Confessions of a kitchen retailer: A shaggy dog story

People are funny and in this regular series, our kitchen retailer recounts some of the crazier moments he has had dealing
with customers

I have always wondered why clients never mention that they have dogs until you arrive at their front door. When you arrive, they invariably say “do you have a problem with dogs?” I now know why.

It was the final sign-off day and my trusted team had done the installation and I was going to do some final snagging. I needed to check a vent in a plinth that wasn’t sitting flush before handing the kitchen over. 

As I arrived, our client, who for the sake of anonymity will be called Mrs Owner, opened the door and said “hello, do you have a problem with dogs?” “No,” I replied, as I saw a lovely, fluffy, big-pawed lollopy shaggy rug of a dog behind her. “This is Henry, he’s a year old – he’s still a puppy.” Henry was enormous. “He’s very sweet, but he won’t let us move his bed, so he will be in with you while you finish up.” 

I was fine with this as it was a big open-plan kitchen.
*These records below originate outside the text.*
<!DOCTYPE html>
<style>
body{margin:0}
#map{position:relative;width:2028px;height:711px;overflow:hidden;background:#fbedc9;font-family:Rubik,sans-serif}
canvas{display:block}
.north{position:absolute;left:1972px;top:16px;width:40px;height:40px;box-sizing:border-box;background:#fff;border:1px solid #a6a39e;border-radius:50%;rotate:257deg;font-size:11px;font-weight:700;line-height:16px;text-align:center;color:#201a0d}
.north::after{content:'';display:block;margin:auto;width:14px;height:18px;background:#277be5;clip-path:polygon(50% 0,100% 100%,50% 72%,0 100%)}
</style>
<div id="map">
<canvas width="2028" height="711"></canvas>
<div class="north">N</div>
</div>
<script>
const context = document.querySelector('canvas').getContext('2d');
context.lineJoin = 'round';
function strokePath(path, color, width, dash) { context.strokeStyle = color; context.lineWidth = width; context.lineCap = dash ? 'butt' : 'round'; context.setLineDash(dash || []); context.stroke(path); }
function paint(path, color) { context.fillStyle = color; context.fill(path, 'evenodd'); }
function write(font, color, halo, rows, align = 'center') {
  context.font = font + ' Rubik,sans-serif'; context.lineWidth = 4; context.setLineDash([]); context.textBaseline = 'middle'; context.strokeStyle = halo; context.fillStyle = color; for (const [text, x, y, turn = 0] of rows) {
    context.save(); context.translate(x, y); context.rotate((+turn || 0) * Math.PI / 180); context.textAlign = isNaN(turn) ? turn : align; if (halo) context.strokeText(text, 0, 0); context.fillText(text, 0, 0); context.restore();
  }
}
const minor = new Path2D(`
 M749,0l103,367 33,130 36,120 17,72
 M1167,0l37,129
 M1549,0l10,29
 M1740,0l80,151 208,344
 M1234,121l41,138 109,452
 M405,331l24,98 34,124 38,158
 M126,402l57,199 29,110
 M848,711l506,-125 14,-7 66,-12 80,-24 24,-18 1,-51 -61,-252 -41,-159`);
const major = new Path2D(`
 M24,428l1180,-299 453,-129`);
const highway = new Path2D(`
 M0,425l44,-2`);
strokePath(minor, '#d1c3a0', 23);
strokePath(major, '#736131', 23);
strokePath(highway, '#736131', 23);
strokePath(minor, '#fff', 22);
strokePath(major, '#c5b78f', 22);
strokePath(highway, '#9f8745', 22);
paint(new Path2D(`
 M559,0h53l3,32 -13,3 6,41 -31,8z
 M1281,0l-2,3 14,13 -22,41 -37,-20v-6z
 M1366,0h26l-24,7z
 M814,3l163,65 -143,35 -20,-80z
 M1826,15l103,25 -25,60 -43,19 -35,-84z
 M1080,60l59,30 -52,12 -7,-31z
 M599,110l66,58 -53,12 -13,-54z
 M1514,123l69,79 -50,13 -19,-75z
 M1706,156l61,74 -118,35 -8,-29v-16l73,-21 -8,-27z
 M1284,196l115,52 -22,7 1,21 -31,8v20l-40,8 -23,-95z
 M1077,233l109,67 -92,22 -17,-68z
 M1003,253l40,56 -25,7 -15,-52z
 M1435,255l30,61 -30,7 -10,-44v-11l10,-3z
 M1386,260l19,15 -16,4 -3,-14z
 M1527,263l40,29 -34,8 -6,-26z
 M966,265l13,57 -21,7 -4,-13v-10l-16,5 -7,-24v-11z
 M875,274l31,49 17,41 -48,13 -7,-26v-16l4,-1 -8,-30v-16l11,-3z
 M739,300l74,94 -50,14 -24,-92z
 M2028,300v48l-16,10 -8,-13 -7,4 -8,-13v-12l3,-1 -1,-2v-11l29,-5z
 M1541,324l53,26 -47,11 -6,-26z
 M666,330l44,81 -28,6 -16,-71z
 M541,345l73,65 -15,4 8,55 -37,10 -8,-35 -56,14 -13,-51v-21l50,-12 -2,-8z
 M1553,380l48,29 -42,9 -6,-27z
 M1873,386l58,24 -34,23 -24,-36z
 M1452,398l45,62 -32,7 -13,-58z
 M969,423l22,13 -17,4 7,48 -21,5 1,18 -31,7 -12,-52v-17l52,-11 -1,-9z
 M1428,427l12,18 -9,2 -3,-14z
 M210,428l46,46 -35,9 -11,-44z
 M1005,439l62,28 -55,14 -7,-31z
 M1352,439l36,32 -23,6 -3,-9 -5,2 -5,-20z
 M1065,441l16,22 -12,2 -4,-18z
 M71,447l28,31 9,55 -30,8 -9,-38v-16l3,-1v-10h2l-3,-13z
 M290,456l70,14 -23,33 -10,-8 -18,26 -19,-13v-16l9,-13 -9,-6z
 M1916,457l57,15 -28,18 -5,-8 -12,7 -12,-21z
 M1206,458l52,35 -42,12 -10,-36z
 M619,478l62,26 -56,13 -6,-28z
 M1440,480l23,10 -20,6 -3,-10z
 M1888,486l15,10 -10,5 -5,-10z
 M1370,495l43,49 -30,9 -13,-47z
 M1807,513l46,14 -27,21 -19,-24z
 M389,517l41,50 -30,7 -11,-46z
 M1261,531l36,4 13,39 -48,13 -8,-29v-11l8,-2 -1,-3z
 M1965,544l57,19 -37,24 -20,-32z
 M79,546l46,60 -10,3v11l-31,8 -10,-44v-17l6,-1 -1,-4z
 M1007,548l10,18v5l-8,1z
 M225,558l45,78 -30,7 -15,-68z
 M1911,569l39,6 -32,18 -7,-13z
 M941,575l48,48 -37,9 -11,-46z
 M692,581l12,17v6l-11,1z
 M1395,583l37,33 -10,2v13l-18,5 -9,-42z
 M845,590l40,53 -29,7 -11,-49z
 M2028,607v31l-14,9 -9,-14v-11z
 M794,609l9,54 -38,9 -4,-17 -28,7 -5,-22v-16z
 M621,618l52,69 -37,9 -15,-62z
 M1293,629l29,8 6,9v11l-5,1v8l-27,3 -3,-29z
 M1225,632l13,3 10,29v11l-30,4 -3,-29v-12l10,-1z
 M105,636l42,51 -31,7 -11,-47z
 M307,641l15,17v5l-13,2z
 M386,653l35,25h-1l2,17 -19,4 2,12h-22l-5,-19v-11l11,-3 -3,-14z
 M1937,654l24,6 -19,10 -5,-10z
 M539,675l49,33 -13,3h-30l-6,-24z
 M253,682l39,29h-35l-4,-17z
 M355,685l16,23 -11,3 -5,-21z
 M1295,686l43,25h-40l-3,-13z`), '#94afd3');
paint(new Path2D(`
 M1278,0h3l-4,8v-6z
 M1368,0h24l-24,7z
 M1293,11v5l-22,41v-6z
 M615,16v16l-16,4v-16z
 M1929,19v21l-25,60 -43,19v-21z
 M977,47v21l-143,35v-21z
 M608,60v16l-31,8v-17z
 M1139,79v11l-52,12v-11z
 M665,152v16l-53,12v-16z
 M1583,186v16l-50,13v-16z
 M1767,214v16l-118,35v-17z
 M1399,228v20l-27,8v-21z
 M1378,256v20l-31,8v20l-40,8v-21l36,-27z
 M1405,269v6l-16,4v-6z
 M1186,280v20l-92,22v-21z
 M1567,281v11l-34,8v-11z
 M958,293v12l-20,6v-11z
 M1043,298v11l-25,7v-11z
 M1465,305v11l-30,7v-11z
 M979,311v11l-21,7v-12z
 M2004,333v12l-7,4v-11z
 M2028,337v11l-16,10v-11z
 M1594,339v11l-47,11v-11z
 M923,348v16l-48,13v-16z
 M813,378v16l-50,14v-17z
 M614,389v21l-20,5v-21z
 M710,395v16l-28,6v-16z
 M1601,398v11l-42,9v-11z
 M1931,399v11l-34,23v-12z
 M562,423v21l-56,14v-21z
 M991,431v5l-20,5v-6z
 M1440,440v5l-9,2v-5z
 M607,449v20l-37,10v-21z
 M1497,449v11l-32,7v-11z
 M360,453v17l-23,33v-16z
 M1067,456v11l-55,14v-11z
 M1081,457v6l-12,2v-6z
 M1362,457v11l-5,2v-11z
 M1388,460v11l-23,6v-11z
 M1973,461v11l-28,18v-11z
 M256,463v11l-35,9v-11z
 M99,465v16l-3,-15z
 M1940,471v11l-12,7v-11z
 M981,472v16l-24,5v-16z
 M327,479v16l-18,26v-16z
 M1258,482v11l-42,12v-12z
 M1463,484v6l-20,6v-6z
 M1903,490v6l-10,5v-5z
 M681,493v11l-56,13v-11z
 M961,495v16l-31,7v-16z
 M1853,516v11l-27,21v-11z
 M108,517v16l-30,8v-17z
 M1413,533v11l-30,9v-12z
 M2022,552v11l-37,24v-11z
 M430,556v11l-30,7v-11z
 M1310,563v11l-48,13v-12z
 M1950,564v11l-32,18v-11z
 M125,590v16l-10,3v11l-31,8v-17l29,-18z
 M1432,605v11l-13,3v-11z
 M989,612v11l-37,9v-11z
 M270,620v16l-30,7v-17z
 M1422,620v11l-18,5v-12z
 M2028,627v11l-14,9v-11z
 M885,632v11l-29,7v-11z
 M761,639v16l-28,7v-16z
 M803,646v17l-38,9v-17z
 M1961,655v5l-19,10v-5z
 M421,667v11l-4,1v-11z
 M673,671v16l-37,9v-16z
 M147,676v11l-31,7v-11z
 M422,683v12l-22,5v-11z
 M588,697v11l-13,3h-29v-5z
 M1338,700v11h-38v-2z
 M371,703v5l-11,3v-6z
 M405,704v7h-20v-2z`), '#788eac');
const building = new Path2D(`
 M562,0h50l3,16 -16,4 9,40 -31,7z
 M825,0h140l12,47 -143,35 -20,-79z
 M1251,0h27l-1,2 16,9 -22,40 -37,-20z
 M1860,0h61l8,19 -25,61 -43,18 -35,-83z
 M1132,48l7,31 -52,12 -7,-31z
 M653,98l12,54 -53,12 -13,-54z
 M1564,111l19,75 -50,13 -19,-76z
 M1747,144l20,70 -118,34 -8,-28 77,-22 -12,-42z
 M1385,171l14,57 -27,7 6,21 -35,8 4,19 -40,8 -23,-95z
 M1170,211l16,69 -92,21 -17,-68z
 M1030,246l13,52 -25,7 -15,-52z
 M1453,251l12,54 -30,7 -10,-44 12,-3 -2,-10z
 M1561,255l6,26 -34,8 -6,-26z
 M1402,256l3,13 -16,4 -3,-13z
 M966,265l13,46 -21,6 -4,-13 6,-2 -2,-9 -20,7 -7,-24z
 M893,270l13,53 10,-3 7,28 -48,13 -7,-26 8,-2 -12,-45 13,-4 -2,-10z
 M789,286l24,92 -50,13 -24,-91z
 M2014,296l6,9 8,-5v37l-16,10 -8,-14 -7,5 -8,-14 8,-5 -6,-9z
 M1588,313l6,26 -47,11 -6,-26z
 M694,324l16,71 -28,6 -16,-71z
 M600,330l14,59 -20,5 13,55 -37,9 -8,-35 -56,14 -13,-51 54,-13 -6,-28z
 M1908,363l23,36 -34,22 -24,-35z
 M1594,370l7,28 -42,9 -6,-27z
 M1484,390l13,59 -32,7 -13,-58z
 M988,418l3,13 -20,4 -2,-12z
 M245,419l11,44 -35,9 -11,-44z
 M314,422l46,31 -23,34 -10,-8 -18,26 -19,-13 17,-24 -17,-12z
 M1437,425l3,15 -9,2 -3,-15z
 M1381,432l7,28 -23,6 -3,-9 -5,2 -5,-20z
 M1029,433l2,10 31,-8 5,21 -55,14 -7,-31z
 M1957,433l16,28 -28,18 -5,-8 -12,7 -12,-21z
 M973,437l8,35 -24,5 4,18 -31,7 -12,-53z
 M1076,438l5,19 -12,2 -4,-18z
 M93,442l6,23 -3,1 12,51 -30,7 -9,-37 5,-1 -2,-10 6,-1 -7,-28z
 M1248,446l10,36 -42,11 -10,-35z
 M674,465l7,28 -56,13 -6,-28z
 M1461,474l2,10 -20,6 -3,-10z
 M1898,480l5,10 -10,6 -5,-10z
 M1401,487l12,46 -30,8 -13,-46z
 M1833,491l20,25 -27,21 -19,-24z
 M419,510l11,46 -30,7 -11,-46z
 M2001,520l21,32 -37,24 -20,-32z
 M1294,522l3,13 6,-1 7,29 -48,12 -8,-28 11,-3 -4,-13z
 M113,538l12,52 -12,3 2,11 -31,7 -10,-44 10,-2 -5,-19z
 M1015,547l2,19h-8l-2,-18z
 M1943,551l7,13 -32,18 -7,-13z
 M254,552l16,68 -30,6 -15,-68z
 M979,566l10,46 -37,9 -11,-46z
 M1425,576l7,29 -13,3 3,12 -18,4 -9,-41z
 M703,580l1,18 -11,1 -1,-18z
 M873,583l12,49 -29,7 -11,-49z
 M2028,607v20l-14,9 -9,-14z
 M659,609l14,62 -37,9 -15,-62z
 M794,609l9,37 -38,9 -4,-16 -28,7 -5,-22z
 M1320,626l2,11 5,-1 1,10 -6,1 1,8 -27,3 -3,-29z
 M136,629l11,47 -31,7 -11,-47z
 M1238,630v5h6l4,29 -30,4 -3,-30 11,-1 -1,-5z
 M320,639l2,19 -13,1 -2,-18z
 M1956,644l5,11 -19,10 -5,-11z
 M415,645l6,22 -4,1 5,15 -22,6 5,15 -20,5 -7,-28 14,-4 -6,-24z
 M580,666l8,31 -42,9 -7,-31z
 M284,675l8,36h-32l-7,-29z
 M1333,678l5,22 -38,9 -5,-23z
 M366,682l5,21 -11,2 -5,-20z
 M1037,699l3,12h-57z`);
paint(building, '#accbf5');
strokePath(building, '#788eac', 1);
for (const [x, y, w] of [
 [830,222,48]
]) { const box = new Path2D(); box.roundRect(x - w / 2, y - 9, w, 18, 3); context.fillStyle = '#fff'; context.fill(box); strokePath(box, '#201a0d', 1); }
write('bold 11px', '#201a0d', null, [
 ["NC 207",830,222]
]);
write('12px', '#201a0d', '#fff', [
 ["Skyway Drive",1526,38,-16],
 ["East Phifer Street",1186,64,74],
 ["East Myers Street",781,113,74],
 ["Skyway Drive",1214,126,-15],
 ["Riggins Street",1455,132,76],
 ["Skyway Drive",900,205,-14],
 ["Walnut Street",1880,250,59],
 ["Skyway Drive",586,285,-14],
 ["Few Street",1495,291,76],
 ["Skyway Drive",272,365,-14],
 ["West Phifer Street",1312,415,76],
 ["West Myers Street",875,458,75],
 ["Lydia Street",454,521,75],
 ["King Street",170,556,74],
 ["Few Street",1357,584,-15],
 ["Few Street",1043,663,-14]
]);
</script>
Henry plodded off quietly to his bed in the corner. I opened my toolbox and forgot all about him. Little did I know that Henry was a puppy with serious criminal intentions…

As it goes, I am quite forgetful. I had laid out my measuring tape, some screwdrivers of different sizes and a couple of pencils. Or at least I thought I had. As is often the case in a kitchen, I was both kneeling and lying on the floor in order to undo the plinth. I felt for the big screwdriver. It wasn’t there. Tutting to myself at my own stupidity, I looked for another in the box, and started again. The vent had different screws so I felt around for my Phillips.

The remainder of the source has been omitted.